Dave Nicklaus has an interesting article in today's Post-Dispatch about how many local firms have job openings but are having difficulty finding people with the right skills. Nicklaus is certainly right that there should be "long-term thinking about the supply side" of the labor market to make sure that people have the skills demanded by potential employers. This is true at any time, but the lack of such policies in the past make it more difficult to climb out of our current mess. Personally, I don't really see the lack of lifetime learning discussed in the article to be that big of a deal relative to the lack of learning during the first 18 years of many persons' lives.
On many occasions prior to the recession I would come across someone in the retail sector who was so incompetent that I was amazed that he or she was even employed. I'm pretty sure that those people are currently among the ranks of the unemployed. But when the economy is booming, even the incompetent seem to be in demand and firms are not as fussy as they are now. If the economy wasn't in the toilet, imagine how in-demand the millions of unemployed-but-competent people would be.

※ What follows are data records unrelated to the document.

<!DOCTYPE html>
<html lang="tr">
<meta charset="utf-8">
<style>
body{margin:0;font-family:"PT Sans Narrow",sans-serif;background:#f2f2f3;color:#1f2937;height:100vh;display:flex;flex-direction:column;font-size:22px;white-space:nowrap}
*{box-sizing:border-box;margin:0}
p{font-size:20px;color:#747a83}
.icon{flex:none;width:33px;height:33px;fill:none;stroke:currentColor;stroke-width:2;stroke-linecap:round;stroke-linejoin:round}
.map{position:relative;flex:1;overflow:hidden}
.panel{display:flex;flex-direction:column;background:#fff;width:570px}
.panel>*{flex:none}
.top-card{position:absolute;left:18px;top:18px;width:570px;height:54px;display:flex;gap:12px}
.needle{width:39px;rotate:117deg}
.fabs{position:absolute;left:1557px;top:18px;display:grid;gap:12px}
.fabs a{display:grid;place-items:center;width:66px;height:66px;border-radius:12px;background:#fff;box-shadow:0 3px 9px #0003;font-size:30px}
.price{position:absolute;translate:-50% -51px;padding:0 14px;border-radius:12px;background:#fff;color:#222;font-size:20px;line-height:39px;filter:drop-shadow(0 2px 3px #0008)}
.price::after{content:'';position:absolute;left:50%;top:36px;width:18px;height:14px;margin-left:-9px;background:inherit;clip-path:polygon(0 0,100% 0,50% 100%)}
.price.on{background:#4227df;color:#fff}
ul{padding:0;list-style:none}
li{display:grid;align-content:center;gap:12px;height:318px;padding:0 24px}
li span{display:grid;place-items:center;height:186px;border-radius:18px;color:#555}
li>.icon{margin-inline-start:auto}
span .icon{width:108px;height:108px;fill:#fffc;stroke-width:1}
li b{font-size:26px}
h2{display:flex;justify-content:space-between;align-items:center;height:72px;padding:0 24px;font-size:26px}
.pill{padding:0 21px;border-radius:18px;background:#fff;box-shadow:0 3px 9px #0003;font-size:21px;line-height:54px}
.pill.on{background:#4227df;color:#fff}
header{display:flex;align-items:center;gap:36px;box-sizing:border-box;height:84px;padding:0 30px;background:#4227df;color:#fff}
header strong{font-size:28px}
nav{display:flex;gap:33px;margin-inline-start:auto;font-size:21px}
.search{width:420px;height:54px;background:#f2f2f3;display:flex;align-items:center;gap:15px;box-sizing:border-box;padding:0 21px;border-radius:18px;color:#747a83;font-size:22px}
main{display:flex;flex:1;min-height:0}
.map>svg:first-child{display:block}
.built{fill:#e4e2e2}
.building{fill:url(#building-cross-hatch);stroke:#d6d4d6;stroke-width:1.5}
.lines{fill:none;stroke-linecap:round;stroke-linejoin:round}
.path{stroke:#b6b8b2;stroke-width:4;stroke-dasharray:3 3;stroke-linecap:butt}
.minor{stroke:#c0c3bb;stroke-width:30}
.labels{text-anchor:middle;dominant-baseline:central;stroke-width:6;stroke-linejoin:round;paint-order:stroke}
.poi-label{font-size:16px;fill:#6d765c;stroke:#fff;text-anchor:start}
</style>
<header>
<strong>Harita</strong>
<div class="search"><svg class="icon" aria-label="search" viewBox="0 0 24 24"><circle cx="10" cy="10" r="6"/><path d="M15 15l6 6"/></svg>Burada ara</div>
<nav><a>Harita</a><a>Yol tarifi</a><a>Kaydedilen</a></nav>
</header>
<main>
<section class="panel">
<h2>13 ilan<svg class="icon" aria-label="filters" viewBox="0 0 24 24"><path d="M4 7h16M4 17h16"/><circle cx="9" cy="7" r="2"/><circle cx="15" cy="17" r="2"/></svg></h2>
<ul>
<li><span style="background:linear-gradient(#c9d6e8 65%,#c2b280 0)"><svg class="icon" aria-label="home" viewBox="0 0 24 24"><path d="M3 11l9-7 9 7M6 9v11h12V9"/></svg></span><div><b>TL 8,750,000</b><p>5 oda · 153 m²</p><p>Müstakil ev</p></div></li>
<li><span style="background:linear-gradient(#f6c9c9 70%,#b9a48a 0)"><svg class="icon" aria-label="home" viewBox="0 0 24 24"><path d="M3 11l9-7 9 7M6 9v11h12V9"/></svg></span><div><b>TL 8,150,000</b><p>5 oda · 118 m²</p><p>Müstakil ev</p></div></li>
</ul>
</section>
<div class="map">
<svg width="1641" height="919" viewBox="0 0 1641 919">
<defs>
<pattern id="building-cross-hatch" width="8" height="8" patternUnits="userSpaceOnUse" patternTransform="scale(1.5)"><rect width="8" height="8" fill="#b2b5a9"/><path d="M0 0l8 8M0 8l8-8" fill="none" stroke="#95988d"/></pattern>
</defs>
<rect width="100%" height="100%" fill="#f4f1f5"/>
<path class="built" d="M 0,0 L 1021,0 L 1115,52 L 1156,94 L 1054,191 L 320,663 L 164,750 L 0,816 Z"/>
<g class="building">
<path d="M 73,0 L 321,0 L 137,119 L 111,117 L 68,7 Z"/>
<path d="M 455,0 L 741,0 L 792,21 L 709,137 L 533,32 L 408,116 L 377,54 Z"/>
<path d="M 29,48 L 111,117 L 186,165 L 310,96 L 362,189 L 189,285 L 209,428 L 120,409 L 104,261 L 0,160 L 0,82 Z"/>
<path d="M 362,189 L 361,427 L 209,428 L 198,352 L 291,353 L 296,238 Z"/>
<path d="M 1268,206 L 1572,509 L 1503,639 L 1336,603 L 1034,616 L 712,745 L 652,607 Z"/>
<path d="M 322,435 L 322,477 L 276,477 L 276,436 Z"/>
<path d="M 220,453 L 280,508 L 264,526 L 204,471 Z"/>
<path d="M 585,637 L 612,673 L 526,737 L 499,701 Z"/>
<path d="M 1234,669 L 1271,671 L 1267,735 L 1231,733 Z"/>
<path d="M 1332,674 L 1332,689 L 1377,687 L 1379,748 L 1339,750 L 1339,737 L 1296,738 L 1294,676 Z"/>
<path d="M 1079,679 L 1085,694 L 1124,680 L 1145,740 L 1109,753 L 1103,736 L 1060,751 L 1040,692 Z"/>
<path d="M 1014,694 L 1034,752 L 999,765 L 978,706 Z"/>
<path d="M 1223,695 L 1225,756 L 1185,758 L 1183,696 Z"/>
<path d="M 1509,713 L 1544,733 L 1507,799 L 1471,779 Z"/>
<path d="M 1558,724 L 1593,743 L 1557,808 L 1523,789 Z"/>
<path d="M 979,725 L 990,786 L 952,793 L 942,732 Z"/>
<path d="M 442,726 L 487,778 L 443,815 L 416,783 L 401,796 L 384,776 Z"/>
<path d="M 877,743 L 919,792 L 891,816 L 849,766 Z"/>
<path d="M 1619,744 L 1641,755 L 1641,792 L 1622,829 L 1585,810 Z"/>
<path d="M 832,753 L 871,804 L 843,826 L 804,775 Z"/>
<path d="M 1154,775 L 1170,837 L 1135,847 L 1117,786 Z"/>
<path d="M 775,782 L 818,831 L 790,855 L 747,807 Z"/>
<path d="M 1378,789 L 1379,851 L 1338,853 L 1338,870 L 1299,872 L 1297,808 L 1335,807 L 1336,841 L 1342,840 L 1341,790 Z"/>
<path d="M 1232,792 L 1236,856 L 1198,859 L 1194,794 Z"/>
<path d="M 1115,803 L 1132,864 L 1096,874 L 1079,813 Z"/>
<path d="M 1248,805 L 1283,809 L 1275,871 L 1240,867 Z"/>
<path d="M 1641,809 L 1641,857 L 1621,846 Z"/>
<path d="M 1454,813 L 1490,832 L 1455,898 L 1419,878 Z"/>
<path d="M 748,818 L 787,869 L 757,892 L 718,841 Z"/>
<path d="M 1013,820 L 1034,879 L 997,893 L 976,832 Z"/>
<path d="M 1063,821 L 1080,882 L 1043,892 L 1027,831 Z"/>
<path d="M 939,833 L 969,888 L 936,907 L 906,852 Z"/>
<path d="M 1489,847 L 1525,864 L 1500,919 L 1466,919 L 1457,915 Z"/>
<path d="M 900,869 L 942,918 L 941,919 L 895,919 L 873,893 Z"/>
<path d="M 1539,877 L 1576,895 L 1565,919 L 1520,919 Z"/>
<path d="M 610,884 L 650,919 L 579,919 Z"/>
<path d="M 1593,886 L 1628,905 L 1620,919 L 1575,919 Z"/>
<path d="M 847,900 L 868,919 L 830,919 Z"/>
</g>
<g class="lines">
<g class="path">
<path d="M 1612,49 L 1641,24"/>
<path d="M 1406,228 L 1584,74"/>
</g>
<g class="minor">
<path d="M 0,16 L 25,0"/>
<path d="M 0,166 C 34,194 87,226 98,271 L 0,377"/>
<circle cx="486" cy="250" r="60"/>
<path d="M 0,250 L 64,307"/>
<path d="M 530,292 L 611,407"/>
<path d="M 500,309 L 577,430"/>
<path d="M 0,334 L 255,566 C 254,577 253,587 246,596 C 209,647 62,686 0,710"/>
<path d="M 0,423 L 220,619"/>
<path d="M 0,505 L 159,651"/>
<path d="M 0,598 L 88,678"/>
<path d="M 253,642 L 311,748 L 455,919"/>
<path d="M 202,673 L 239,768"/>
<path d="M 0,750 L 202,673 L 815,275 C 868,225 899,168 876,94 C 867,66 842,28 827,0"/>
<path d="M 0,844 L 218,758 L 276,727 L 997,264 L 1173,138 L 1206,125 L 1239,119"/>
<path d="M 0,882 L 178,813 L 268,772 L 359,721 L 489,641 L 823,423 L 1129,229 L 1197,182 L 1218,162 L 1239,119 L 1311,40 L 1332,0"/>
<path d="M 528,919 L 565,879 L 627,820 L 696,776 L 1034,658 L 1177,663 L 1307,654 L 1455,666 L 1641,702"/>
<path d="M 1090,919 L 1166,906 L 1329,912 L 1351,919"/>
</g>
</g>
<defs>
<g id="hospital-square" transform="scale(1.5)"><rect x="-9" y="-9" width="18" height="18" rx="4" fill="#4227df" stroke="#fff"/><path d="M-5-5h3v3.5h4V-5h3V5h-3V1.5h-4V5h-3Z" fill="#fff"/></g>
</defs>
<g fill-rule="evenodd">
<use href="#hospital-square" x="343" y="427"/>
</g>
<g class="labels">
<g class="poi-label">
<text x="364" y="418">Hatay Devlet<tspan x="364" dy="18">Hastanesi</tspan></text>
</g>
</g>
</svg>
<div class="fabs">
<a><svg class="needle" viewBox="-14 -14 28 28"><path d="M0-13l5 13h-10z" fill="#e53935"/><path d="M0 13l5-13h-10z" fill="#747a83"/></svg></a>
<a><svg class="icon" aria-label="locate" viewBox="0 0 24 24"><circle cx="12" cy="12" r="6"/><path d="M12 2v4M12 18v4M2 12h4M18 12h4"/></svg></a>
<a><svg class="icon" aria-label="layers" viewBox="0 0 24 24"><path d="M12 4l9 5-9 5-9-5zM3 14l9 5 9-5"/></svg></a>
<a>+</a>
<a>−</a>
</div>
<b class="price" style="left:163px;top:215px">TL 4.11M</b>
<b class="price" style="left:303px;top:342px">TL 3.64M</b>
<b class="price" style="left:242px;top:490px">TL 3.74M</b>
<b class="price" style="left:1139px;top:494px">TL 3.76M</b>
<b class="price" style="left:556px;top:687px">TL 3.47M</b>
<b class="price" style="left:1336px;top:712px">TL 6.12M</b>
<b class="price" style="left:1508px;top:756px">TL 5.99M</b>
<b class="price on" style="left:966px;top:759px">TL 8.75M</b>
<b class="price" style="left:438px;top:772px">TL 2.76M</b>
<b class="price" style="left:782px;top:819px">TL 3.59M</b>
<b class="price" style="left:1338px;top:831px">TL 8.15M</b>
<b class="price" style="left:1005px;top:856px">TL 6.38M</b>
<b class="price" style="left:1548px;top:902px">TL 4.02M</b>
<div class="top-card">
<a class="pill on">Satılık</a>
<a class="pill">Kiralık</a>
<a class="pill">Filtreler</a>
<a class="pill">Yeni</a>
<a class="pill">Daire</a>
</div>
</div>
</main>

In short, with a strong economy skills shortages and mismatches are much less important. The priority remains getting the economy going, which requires tax reform and a reversal of most of the regulatory burden and anti-business policies that have been put in place the last few years. And, as always, we should be working to improve basic education. Without the basics, no amount of targeted job retraining and continuous talent development will be enough to make much of a dent.